PROBLEM TO SOLVE: Please copy every record below exactly, but leave the pictures out.

(Beginning of THE INPUT)

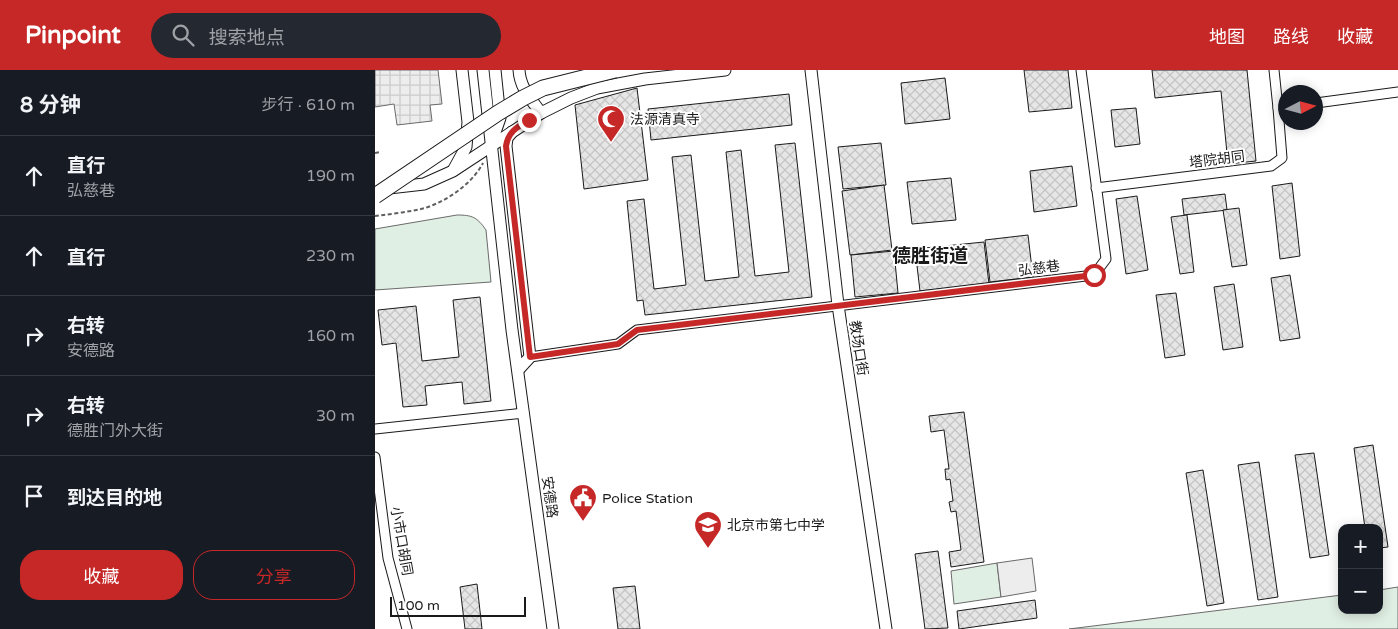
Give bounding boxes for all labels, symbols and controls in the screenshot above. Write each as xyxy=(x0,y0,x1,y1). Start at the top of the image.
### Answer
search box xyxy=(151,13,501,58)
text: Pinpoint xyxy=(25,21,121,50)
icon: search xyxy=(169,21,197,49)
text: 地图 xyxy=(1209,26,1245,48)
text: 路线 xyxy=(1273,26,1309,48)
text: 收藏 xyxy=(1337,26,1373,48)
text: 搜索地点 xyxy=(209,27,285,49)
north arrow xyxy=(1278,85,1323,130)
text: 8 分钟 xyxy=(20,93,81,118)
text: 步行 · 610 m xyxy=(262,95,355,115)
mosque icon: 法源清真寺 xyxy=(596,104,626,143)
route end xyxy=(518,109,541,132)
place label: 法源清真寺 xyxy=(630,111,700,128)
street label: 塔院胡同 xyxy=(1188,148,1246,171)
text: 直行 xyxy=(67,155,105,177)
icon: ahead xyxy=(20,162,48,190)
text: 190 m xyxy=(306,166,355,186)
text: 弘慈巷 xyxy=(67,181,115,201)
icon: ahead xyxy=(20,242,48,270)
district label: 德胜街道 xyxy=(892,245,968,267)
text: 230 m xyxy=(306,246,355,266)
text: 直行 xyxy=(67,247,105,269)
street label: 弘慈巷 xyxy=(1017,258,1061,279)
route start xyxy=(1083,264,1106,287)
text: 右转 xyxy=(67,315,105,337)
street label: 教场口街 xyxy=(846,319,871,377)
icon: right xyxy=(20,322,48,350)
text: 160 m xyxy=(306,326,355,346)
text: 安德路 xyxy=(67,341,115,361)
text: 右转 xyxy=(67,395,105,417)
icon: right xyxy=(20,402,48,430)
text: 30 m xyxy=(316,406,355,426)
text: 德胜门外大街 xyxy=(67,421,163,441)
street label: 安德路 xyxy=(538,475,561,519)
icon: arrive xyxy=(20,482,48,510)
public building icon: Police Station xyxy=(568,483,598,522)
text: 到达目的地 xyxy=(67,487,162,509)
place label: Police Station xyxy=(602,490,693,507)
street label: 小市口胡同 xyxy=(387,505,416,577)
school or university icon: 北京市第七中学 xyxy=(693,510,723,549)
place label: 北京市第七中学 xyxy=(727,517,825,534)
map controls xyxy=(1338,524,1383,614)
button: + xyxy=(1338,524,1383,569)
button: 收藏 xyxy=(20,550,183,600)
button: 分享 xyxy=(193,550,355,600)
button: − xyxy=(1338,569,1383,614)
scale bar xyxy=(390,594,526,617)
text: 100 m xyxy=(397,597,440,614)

(End of THE INPUT)

ANSWER TO THE EXERCISE:
Give bounding boxes for all labels, symbols and controls in the screenshot above. Write each as xyxy=(x0,y0,x1,y1). Start at the top of the image.
### Answer
search box xyxy=(151,13,501,58)
text: Pinpoint xyxy=(25,21,121,50)
icon: search xyxy=(169,21,197,49)
text: 地图 xyxy=(1209,26,1245,48)
text: 路线 xyxy=(1273,26,1309,48)
text: 收藏 xyxy=(1337,26,1373,48)
text: 搜索地点 xyxy=(209,27,285,49)
north arrow xyxy=(1278,85,1323,130)
text: 8 分钟 xyxy=(20,93,81,118)
text: 步行 · 610 m xyxy=(262,95,355,115)
mosque icon: 法源清真寺 xyxy=(596,104,626,143)
route end xyxy=(518,109,541,132)
place label: 法源清真寺 xyxy=(630,111,700,128)
street label: 塔院胡同 xyxy=(1188,148,1246,171)
text: 直行 xyxy=(67,155,105,177)
icon: ahead xyxy=(20,162,48,190)
text: 190 m xyxy=(306,166,355,186)
text: 弘慈巷 xyxy=(67,181,115,201)
icon: ahead xyxy=(20,242,48,270)
district label: 德胜街道 xyxy=(892,245,968,267)
text: 230 m xyxy=(306,246,355,266)
text: 直行 xyxy=(67,247,105,269)
street label: 弘慈巷 xyxy=(1017,258,1061,279)
route start xyxy=(1083,264,1106,287)
text: 右转 xyxy=(67,315,105,337)
street label: 教场口街 xyxy=(846,319,871,377)
icon: right xyxy=(20,322,48,350)
text: 160 m xyxy=(306,326,355,346)
text: 安德路 xyxy=(67,341,115,361)
text: 右转 xyxy=(67,395,105,417)
icon: right xyxy=(20,402,48,430)
text: 30 m xyxy=(316,406,355,426)
text: 德胜门外大街 xyxy=(67,421,163,441)
street label: 安德路 xyxy=(538,475,561,519)
icon: arrive xyxy=(20,482,48,510)
public building icon: Police Station xyxy=(568,483,598,522)
text: 到达目的地 xyxy=(67,487,162,509)
place label: Police Station xyxy=(602,490,693,507)
street label: 小市口胡同 xyxy=(387,505,416,577)
school or university icon: 北京市第七中学 xyxy=(693,510,723,549)
place label: 北京市第七中学 xyxy=(727,517,825,534)
map controls xyxy=(1338,524,1383,614)
button: + xyxy=(1338,524,1383,569)
button: 收藏 xyxy=(20,550,183,600)
button: 分享 xyxy=(193,550,355,600)
button: − xyxy=(1338,569,1383,614)
scale bar xyxy=(390,594,526,617)
text: 100 m xyxy=(397,597,440,614)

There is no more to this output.